WASHINGTON — The U.S. economy is heading toward an increasingly uncertain autumn as a surge in the Delta variant of the coronavirus coincides with the expiration of expanded unemployment benefits for millions of people, complicating what was supposed to be a return to normal as a wave of workers re-entered the labor market.

That dynamic is creating an unexpected challenge for the Biden administration and the Federal Reserve in managing what has been a fairly swift recovery from a recession. For months, officials at the White House and the central bank have pointed toward the fall as a potential turning point for an economy that is struggling to fully shake off the effects of the pandemic — particularly in the job market, which remains millions of positions below prepandemic levels.

The widespread availability of Covid-19 vaccines, the reopening of schools and the expiration of enhanced jobless benefits have been seen as a potent cocktail that should prod workers off the sidelines and into the millions of jobs that employers say they are having trouble filling.

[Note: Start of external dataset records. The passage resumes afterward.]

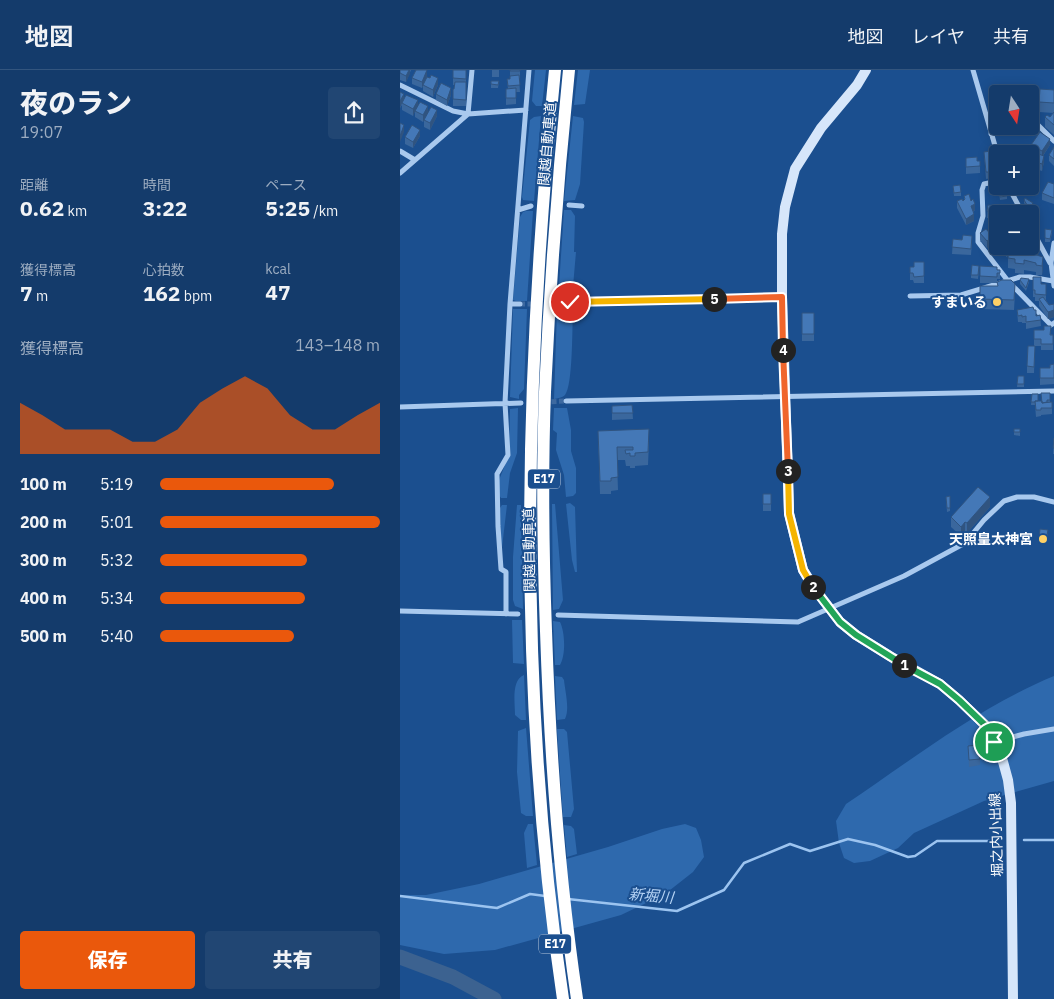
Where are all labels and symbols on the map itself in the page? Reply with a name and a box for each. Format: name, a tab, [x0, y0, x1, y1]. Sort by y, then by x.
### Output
north arrow	[989, 85, 1039, 135]
street label: 関越自動車道	[534, 101, 560, 187]
pin	[549, 281, 591, 323]
pin: 5	[702, 286, 726, 312]
place label: すまいる	[931, 293, 987, 311]
marker: すまいる	[991, 296, 1003, 308]
pin: 4	[770, 338, 796, 362]
pin: 3	[776, 458, 800, 484]
road number: E17	[528, 469, 560, 488]
street label: 関越自動車道	[519, 508, 539, 592]
place label: 天照皇太神宮	[949, 530, 1033, 548]
marker: 天照皇太神宮	[1037, 533, 1049, 545]
pin: 2	[800, 574, 826, 600]
pin: 1	[892, 652, 916, 678]
pin	[973, 721, 1015, 763]
street label: 堀之内小出線	[986, 793, 1006, 877]
water label: 新堀川	[628, 884, 676, 907]
road number: E17	[539, 934, 571, 954]

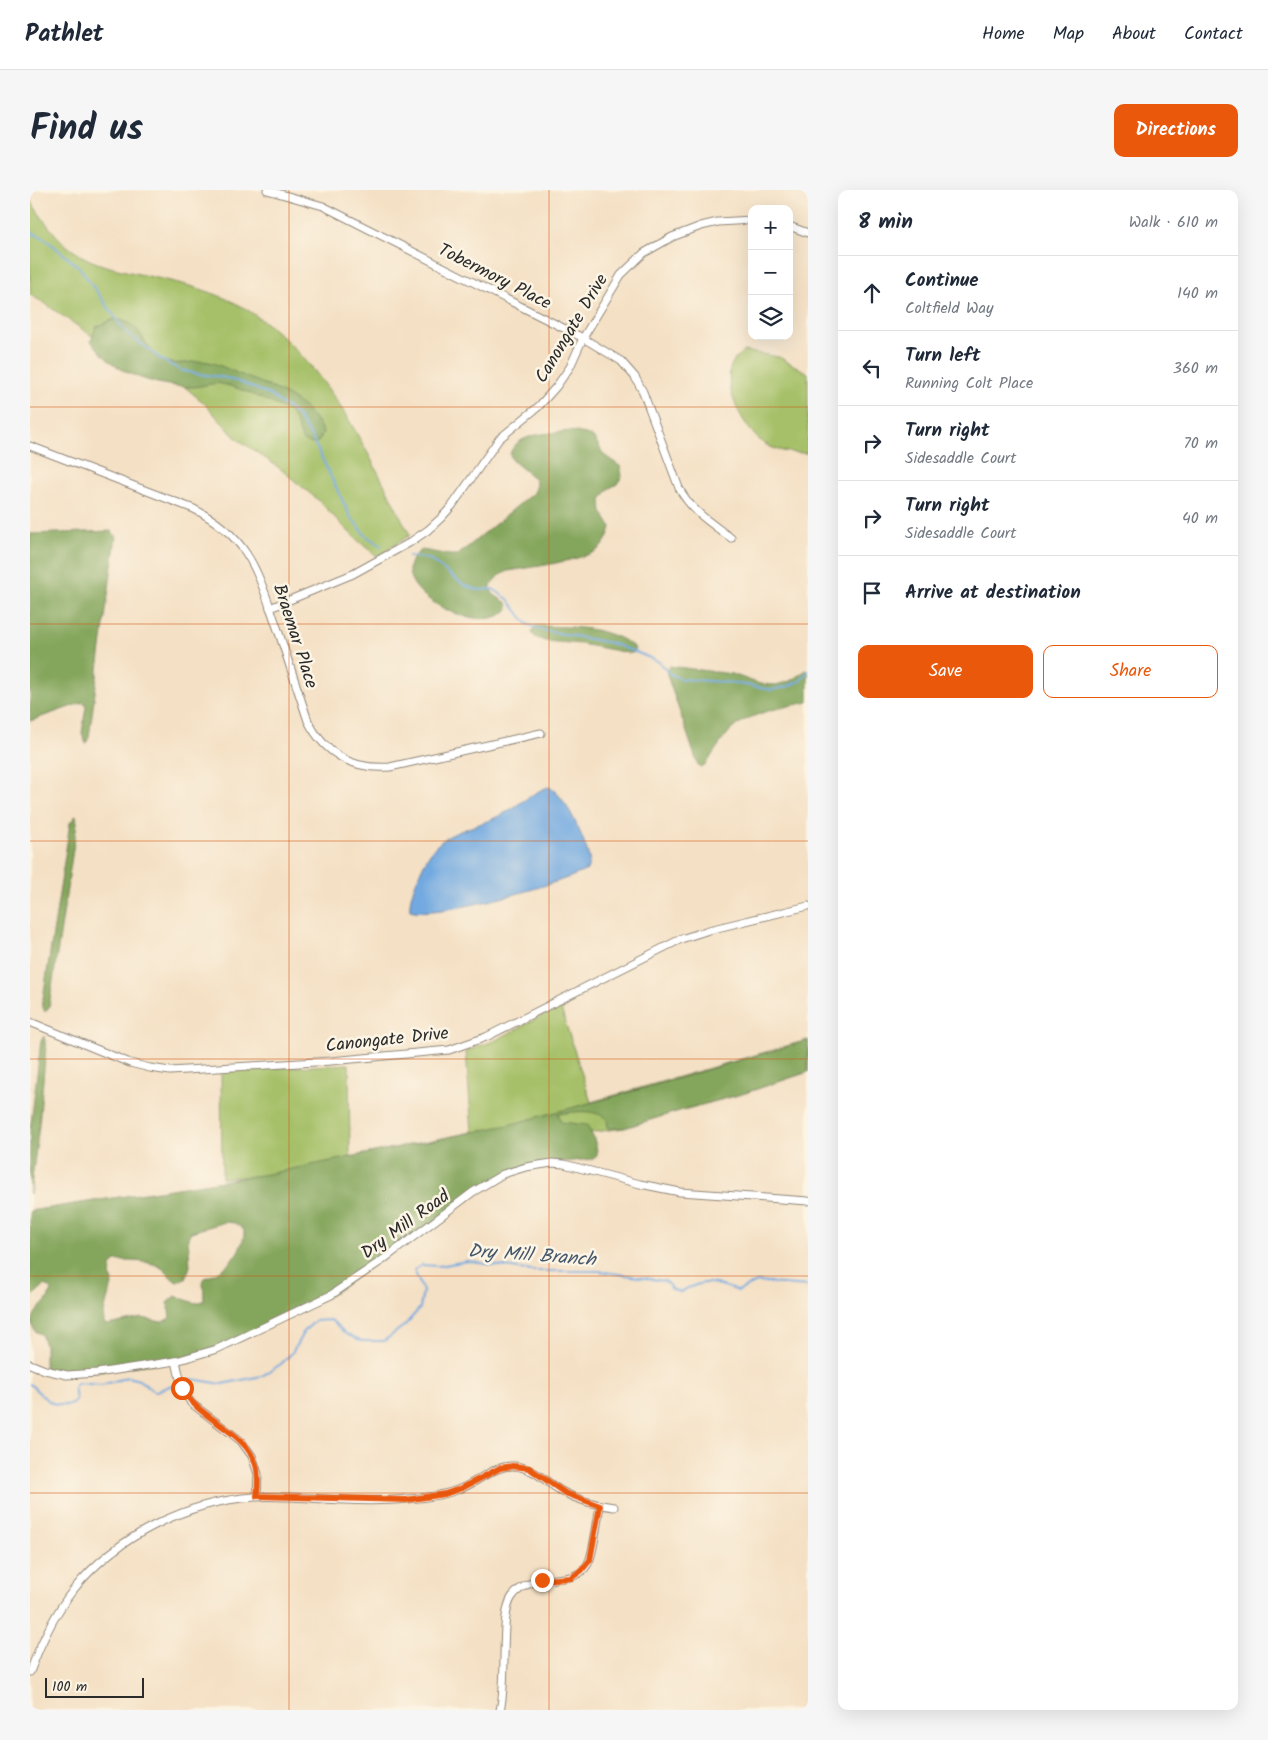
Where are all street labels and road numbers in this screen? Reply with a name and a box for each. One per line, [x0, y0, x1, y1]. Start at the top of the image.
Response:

But that optimistic outlook might be imperiled by the resurgent virus and policymakers’ response to it. Big companies are already delaying return-to-office plans, an early and visible sign that life may not return to normal as rapidly as expected. At the same time, long-running federal supports for people hurt by the pandemic are going away, including a moratorium on evictions, which ended on Saturday, and an extra $300 per week for unemployed workers. That benefit expires on Sept. 6, and some states have moved to end it sooner.

Federal lawmakers are also planning to repurpose more than $200 billion worth of Covid relief to help pay for a $1 trillion infrastructure plan. An infrastructure bill moving through the Senate would rescind previously allocated virus funds for colleges and universities along with unused unemployment benefits and airline aid. It would also claw back unspent funds from some expired small-business programs to help offset the plan’s $550 billion in new spending. Democratic leaders have been adamant that the Senate will vote on the infrastructure bill before leaving Washington for a scheduled August recess.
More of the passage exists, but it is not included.